Local research with global impacts – human challenge trials making a difference
Advancing our knowledge of disease, and improving how we protect against it.
What we learn from human challenge trials can push us closer to finding better methods of protecting against disease, like improved vaccines.
In many cases, those who are most impacted by disease are children, the elderly, the immunocompromised, pregnant people, and those who don’t have access to high-quality healthcare or reliable sanitation. The advancements in vaccines and treatments that human challenge trials make possible benefit these groups the most. The impacts of what we learn from human challenge trials reach around the world.
What we’ve learned from human challenge trials
Pneumonia
Pneumonia causes about 2.5 million deaths a year. Those who are young, elderly, or immunocompromised are the most likely to experience severe disease from the infection. There are vaccines that can protect these groups, but there are many different strains of the bacteria that causes pneumonia, and the vaccines don’t protect against them all.

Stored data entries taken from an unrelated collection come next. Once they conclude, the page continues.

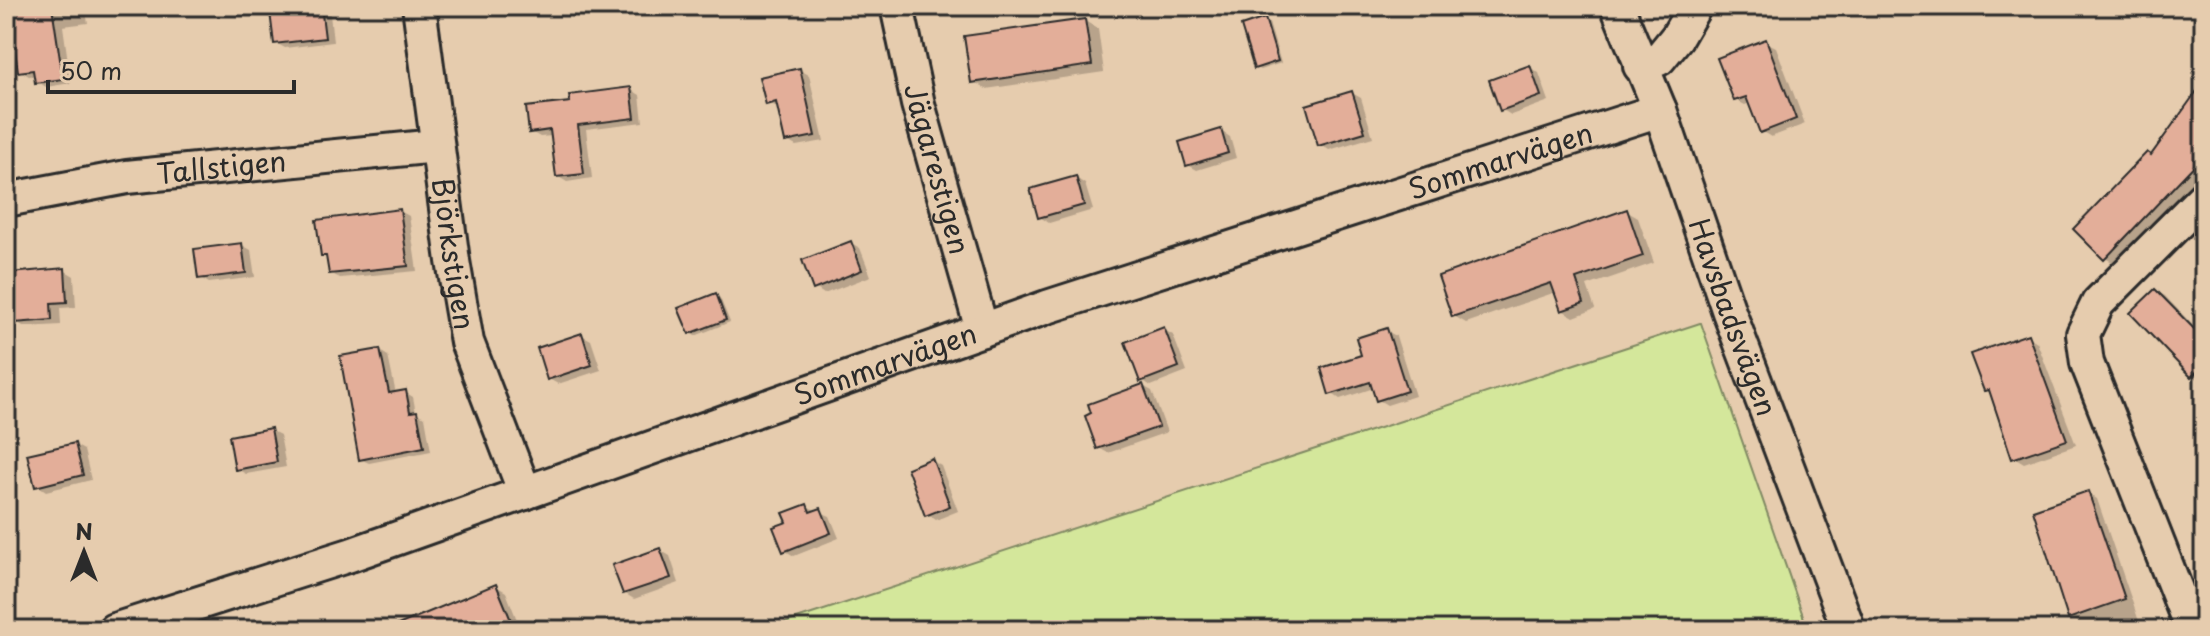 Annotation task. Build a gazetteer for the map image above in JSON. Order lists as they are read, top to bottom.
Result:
{
  "streets": {
    "street": [
      "Sommarvägen",
      "Tallstigen",
      "Jägarestigen",
      "Björkstigen",
      "Havsbadsvägen"
    ]
  },
  "crossings": [
    ["Sommarvägen", "Jägarestigen"],
    ["Sommarvägen", "Björkstigen"],
    ["Sommarvägen", "Havsbadsvägen"],
    ["Tallstigen", "Björkstigen"]
  ],
  "scale_bar": "50 m",
  "north": "top"
} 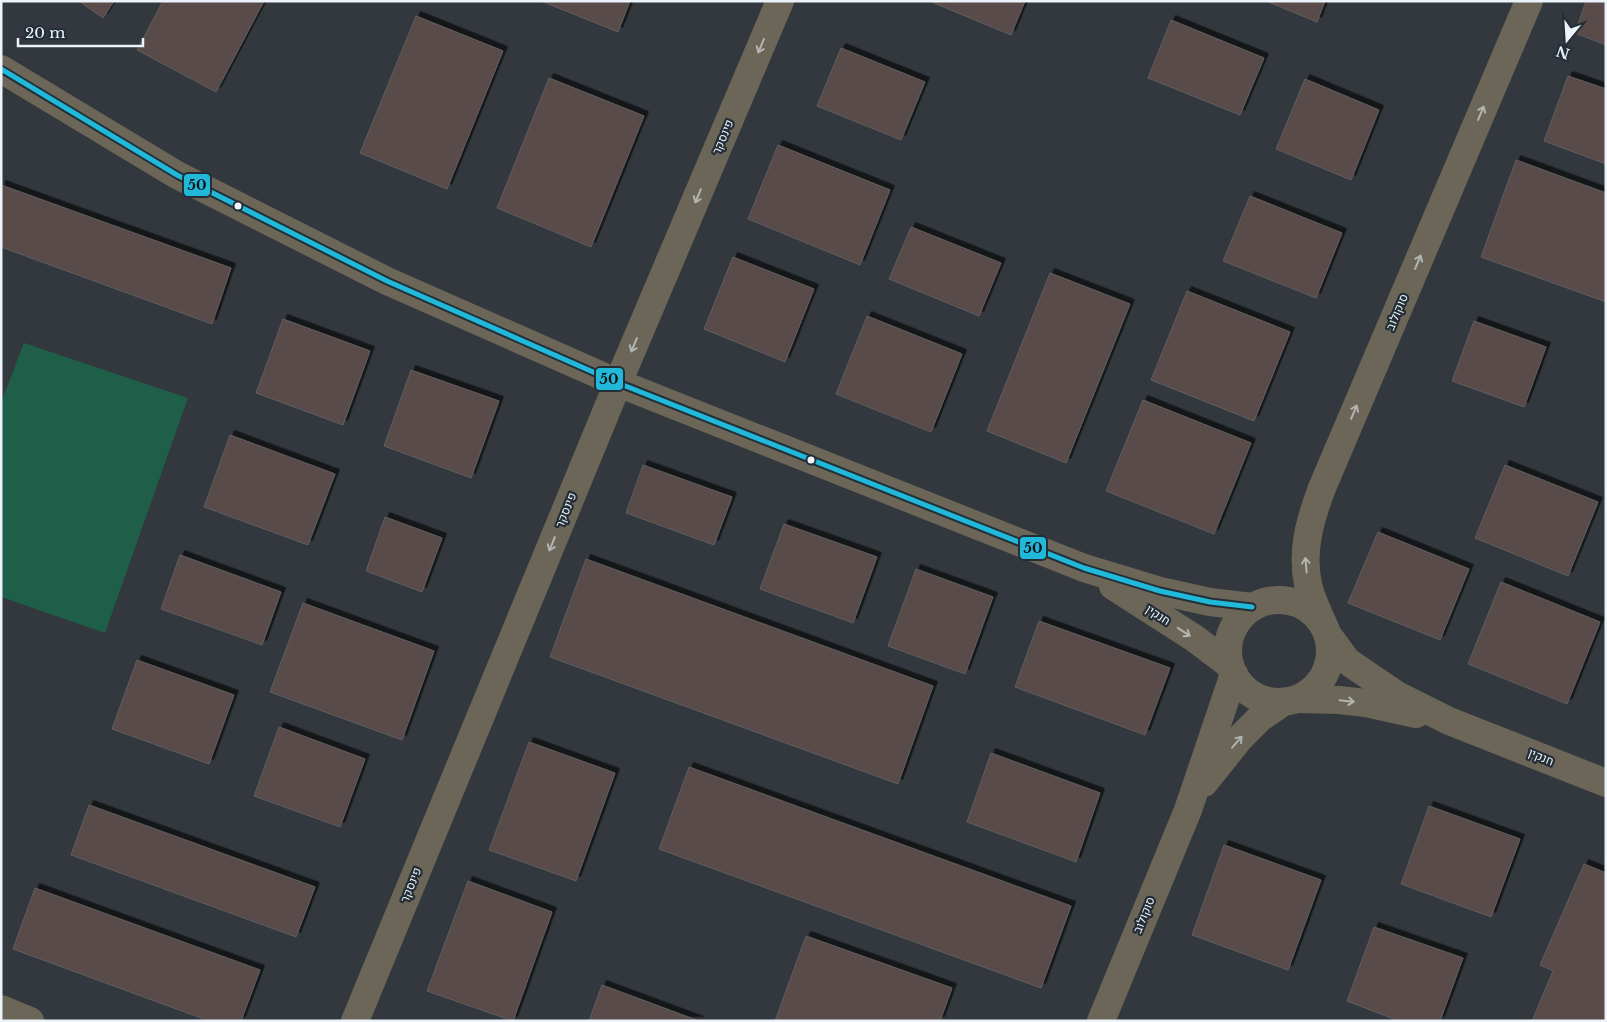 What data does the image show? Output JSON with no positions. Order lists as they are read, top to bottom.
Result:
{
  "streets": {
    "street": ["פינסקר", "סוקולוב", "חנקין"]
  },
  "crossings": [
    ["פינסקר", "חנקין"],
    ["סוקולוב", "חנקין"]
  ],
  "one_way": ["פינסקר", "סוקולוב"],
  "lines": ["transit line 50"],
  "scale_bar": "20 m",
  "north": "bottom"
}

Researchers in the UK conducted a challenge study to better understand how our immune system responds to these bacteria, and what gives us immunity to the infection. They were able to discover some important clues about which cells are the most important to a successful immune response to the bacteria. Previous studies conducted ethically in animals had seemed to point towards a different kind of cell as a key player. This clearer understanding could help researchers design more effective vaccines.
Typhoid
Typhoid fever causes close to 130,000 deaths each year. The disease disproportionately affects low- and middle-income countries.
Some bacteria produce a molecule called a toxin that can help them enter the body, evade the immune system, and more. The bacteria that cause typhoid fever produce these molecules, but researchers haven’t been able to determine exactly what role these typhoid toxins play in typhoid fever. The disease is different in mice than in humans, making it harder to figure this out from animal trials.
Results from a challenge study at the University of Oxford suggest that the toxin’s role may have to do with concealing the bacteria from the immune system. More research will be needed to understand the exact role, but these results will help get us closer to that answer. This knowledge could also help us understand why the bacteria remains in some people even after recovering from the illness, which is part of how the bacteria continues to spread.
Influenza
Influenza, or flu, is a common virus impacting many people each year. It can be a serious illness for people from vulnerable populations like the elderly, the very young, or those with certain health conditions. Annual flu vaccines are an important part of protecting these groups against the flu. However, current vaccines and drugs aren’t always 100% effective.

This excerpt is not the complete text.